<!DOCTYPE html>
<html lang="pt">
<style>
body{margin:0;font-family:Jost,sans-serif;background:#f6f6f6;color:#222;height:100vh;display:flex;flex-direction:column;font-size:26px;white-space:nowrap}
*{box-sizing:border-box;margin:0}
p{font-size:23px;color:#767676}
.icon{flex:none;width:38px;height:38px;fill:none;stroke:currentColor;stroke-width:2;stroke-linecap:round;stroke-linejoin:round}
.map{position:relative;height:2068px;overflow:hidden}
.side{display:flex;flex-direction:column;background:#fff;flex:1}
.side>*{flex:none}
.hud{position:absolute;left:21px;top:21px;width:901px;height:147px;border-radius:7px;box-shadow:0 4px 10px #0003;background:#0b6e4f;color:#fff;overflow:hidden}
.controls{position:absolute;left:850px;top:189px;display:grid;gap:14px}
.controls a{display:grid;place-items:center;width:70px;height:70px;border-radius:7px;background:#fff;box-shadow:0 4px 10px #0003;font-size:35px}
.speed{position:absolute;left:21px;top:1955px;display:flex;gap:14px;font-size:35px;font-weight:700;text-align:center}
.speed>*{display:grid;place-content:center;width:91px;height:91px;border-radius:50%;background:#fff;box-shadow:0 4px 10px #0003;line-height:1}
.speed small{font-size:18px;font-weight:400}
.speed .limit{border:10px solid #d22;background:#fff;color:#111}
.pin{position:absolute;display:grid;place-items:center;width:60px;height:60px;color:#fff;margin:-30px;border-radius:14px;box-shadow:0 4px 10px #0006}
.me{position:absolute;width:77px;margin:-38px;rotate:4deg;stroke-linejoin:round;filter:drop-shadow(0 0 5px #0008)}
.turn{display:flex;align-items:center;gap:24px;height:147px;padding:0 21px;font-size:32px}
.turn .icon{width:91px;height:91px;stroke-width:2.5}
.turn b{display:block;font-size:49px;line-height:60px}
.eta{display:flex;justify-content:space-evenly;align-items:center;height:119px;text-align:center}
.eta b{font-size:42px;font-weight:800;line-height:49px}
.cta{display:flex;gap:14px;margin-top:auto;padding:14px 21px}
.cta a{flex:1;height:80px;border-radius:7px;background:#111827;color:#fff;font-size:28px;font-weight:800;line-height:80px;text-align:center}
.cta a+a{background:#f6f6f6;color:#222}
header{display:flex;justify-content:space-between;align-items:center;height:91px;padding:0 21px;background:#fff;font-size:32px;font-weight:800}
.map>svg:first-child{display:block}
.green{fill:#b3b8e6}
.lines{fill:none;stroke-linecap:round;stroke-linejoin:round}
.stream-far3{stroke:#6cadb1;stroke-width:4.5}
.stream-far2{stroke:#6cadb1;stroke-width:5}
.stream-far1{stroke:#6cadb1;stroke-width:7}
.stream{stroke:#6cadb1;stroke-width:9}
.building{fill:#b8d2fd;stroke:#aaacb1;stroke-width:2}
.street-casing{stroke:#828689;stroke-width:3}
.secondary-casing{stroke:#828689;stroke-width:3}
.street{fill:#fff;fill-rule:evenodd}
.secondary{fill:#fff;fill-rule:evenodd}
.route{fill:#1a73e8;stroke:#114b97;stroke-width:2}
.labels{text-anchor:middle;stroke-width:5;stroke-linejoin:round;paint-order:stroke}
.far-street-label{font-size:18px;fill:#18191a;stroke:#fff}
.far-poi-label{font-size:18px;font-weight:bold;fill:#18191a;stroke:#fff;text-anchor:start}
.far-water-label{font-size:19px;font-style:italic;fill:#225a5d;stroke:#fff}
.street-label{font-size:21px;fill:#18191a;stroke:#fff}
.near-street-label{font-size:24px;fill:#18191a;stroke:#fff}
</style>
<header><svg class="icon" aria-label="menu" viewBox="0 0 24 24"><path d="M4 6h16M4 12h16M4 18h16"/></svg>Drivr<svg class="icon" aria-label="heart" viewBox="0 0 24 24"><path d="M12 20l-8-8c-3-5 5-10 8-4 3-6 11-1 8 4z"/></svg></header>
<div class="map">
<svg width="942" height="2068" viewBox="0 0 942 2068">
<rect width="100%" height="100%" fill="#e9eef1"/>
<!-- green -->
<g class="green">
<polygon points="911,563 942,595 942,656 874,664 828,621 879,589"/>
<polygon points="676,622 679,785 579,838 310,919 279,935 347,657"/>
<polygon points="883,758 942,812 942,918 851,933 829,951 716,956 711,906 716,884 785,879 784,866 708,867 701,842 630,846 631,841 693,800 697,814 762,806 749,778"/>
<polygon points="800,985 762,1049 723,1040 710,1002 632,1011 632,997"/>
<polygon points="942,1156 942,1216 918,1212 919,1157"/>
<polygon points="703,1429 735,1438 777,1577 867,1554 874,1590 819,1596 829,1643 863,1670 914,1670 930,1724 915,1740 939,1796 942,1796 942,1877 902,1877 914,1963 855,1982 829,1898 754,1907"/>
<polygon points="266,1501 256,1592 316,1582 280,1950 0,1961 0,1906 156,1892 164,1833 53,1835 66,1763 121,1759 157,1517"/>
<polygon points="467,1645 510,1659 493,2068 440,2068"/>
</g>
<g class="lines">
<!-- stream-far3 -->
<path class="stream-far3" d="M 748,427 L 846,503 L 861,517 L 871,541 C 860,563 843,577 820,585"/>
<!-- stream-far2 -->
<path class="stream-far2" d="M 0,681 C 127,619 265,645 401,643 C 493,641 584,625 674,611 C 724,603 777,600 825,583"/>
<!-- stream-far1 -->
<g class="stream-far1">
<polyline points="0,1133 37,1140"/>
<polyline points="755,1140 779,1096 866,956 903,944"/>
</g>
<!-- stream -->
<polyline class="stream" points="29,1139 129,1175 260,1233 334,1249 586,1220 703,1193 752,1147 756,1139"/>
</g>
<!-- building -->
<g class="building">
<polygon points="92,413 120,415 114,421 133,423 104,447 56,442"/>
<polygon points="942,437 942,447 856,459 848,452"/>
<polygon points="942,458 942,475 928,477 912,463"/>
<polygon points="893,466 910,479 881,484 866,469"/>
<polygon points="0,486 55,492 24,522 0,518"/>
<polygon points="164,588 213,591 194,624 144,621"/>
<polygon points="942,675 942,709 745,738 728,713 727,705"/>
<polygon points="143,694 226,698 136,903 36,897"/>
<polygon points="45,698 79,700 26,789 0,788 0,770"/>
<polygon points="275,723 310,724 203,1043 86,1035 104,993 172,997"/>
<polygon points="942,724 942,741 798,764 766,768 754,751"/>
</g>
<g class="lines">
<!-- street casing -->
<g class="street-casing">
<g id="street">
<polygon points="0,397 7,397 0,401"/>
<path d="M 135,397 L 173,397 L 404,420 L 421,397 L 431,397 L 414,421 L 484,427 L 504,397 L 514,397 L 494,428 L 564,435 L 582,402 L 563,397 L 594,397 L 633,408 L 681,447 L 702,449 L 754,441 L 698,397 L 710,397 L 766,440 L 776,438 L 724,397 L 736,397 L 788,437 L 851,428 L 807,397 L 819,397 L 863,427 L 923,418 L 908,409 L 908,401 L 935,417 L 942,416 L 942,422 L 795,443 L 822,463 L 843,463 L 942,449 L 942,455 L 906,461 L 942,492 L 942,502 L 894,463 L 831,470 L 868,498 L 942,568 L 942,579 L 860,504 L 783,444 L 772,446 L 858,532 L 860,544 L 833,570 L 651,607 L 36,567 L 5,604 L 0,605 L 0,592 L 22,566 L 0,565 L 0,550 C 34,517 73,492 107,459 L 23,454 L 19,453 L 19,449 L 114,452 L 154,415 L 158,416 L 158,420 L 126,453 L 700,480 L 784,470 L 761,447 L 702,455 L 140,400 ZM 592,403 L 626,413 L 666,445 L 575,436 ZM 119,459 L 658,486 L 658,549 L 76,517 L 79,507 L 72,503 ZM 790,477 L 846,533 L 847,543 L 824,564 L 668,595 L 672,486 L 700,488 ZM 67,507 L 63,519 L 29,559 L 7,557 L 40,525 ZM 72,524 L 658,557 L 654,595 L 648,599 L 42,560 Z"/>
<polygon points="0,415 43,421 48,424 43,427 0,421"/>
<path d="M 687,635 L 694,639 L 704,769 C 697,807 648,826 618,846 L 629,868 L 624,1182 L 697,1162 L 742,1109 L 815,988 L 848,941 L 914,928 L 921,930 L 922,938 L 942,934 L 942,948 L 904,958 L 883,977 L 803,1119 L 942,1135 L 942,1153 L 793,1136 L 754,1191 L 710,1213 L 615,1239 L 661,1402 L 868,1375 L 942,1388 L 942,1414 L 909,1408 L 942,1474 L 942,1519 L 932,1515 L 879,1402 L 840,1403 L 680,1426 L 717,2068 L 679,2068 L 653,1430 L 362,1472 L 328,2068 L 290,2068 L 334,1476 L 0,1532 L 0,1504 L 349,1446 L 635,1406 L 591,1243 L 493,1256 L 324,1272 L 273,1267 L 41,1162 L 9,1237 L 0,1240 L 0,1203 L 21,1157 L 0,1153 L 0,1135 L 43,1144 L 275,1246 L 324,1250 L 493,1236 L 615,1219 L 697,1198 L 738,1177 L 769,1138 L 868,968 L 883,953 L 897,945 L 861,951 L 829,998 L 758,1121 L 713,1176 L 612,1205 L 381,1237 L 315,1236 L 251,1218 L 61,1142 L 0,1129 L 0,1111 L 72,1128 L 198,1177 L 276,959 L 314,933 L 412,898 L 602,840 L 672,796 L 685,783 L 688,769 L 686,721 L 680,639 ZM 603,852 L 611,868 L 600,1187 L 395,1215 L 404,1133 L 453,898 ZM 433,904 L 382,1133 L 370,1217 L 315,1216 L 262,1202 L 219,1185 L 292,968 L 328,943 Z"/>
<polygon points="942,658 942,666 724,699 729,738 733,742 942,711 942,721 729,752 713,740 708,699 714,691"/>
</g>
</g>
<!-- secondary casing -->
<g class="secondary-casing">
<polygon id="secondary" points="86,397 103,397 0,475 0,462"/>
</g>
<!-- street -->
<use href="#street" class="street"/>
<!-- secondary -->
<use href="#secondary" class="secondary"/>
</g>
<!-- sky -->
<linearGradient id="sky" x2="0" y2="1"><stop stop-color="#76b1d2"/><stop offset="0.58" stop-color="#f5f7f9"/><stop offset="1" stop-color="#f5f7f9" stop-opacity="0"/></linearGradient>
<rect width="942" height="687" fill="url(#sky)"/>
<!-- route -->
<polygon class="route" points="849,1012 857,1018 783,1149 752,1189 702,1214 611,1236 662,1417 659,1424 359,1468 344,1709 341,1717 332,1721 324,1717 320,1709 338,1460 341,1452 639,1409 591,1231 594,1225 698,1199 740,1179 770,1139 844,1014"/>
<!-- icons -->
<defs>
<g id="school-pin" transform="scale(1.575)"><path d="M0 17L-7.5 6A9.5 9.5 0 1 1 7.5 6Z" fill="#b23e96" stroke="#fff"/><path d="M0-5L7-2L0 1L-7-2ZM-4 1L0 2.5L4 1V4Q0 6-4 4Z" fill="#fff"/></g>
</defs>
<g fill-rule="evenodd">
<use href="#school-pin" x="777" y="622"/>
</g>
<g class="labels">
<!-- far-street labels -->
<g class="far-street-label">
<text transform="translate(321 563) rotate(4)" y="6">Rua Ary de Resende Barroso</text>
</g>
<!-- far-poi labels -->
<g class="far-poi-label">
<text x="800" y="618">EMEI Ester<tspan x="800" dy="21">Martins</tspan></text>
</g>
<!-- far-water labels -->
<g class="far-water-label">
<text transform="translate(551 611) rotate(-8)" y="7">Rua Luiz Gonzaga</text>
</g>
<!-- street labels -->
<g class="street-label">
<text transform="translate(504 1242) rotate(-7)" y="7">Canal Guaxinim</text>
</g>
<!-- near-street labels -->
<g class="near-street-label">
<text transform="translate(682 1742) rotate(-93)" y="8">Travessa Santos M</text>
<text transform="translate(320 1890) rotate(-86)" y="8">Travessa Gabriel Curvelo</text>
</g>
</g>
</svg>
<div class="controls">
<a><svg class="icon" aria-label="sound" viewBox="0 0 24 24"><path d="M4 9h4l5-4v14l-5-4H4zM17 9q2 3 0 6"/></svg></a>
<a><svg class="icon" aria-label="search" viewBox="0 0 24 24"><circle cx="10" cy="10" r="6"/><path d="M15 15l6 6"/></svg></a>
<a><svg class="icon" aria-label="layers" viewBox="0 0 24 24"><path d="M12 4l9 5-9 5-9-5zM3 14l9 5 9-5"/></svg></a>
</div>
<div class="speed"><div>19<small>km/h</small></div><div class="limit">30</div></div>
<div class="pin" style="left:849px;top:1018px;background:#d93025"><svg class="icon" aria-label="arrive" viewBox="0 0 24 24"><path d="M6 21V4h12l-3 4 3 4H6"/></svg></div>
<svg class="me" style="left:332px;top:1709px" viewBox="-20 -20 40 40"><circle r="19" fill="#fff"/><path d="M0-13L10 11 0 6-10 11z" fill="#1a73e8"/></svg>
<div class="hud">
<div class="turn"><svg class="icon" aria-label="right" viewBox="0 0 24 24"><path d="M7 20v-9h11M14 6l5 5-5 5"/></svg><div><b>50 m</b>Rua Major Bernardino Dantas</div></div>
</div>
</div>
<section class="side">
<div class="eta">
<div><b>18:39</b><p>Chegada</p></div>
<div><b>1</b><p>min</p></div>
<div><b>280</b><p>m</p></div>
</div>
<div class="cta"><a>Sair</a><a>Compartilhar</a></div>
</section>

==*==

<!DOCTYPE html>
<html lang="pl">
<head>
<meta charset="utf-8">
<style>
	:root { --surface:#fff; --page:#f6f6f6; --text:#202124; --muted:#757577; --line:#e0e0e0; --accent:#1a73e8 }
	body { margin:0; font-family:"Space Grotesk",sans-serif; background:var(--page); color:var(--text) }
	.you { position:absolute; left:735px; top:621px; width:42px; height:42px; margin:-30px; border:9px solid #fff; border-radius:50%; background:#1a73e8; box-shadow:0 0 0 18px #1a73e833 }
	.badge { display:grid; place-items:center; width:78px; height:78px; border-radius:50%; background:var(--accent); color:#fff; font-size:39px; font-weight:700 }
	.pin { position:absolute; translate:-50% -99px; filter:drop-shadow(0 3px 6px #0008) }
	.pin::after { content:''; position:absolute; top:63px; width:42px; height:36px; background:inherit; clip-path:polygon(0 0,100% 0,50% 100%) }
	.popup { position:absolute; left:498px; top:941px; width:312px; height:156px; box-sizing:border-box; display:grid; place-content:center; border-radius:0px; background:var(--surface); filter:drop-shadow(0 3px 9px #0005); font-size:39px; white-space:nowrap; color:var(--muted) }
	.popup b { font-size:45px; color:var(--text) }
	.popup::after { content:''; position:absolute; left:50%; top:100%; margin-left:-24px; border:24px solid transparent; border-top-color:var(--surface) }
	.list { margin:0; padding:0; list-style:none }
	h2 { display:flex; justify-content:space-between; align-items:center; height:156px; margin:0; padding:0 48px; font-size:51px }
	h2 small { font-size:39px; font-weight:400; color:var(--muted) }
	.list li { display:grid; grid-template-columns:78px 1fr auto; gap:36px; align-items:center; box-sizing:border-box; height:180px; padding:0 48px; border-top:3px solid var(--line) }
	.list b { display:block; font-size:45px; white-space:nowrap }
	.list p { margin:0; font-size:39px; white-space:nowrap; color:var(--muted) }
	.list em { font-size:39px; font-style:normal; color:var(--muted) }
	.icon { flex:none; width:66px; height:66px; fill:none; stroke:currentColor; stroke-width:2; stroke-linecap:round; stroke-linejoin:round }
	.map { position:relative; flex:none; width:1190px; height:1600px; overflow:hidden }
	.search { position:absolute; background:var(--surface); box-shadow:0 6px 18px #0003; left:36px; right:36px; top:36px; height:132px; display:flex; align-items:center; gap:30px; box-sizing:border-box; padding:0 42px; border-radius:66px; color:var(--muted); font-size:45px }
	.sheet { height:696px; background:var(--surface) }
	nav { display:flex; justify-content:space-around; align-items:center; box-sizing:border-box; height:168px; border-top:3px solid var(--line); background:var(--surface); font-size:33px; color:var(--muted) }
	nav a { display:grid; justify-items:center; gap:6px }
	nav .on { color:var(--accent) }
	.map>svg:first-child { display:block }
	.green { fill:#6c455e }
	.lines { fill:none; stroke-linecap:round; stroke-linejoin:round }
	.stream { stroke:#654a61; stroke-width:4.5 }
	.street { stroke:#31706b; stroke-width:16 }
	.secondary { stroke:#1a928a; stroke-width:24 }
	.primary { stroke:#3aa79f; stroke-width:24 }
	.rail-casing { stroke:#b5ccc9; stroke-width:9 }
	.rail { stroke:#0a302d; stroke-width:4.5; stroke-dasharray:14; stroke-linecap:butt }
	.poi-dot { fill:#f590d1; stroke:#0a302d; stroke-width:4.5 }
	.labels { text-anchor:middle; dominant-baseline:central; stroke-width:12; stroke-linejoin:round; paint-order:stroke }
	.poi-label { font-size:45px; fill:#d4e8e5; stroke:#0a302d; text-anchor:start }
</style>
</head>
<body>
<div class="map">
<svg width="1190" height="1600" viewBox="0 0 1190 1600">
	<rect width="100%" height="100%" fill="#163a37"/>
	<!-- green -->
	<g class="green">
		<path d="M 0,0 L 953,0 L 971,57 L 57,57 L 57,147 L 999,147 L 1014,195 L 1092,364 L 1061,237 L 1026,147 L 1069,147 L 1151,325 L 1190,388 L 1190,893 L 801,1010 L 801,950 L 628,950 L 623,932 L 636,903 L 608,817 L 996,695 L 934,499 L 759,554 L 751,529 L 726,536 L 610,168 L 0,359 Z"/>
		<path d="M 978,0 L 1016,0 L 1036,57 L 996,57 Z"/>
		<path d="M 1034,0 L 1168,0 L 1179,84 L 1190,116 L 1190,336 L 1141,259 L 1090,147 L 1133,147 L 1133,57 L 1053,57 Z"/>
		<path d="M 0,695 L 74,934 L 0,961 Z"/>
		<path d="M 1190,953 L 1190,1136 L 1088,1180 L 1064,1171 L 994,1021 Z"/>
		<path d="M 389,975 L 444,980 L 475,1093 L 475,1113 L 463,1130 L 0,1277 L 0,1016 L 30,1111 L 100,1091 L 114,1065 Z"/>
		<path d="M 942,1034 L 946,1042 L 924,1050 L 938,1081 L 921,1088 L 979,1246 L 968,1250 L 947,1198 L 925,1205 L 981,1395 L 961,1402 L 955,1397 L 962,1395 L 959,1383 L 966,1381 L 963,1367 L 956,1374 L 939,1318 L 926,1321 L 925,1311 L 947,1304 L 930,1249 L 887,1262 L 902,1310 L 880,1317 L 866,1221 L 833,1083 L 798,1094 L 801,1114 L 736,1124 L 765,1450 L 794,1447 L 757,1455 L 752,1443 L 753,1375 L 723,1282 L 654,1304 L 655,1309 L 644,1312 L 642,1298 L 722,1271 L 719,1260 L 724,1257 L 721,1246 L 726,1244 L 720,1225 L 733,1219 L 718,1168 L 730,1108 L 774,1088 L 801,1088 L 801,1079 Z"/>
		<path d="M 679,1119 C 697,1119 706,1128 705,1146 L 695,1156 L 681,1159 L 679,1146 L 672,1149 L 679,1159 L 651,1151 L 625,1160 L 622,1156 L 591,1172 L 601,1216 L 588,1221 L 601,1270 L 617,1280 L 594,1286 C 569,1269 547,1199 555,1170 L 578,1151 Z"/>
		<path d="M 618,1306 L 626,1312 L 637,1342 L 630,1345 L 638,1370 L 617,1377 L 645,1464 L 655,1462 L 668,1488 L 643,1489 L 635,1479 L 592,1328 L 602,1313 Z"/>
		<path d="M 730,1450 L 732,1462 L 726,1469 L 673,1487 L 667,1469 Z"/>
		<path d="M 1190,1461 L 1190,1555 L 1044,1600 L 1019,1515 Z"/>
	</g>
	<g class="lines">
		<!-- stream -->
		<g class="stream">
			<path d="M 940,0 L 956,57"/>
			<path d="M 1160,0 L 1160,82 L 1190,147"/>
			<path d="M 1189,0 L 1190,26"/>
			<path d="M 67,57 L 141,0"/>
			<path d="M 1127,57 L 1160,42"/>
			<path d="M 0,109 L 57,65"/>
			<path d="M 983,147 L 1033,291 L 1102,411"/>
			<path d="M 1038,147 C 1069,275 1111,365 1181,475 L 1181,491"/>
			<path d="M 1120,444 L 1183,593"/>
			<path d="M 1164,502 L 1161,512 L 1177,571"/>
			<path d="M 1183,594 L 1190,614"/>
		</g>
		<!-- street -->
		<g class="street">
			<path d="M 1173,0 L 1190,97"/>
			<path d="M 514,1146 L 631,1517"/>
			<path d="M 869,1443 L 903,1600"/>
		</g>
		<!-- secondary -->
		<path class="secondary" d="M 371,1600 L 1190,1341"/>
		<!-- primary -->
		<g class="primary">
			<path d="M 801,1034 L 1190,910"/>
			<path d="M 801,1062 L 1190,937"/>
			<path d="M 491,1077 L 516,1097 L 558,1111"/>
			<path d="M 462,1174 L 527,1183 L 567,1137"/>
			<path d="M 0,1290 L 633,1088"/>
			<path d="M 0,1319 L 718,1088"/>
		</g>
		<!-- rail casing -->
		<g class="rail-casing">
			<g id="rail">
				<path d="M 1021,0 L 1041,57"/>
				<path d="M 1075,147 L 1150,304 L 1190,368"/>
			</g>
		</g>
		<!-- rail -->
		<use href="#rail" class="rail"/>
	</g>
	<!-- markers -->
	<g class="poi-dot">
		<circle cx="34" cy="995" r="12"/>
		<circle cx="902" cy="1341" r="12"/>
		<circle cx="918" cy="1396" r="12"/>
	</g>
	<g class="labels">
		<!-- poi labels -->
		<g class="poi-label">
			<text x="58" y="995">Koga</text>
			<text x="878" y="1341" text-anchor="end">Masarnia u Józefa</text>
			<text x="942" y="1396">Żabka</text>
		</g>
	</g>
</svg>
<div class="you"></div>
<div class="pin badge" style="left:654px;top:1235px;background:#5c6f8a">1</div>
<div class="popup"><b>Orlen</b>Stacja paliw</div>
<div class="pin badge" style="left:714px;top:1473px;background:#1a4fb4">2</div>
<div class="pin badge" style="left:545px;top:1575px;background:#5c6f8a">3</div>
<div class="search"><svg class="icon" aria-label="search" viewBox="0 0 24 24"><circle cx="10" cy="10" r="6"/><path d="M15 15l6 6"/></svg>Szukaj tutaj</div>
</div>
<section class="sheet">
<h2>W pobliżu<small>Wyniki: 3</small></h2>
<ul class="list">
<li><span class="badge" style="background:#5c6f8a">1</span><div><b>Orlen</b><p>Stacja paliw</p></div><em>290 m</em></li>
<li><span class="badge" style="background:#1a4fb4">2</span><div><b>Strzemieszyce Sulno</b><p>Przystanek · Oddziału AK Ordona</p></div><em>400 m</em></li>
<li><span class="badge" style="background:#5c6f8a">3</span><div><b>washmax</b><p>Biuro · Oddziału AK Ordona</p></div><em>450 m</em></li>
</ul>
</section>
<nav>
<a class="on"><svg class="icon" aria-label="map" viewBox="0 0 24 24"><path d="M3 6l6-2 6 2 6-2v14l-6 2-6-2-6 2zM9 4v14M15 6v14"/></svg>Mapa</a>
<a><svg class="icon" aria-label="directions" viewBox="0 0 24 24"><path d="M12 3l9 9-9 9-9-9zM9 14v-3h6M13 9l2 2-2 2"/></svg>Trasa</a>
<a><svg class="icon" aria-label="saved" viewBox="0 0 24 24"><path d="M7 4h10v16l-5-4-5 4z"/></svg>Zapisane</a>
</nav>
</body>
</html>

==*==

# Prompt:
Across all the records, find the lines containing the word "body" and reproduce each one.

# Response to the exercise:
body{margin:0;font-family:Jost,sans-serif;background:#f6f6f6;color:#222;height:100vh;display:flex;flex-direction:column;font-size:26px;white-space:nowrap}
	body { margin:0; font-family:"Space Grotesk",sans-serif; background:var(--page); color:var(--text) }
<body>
</body>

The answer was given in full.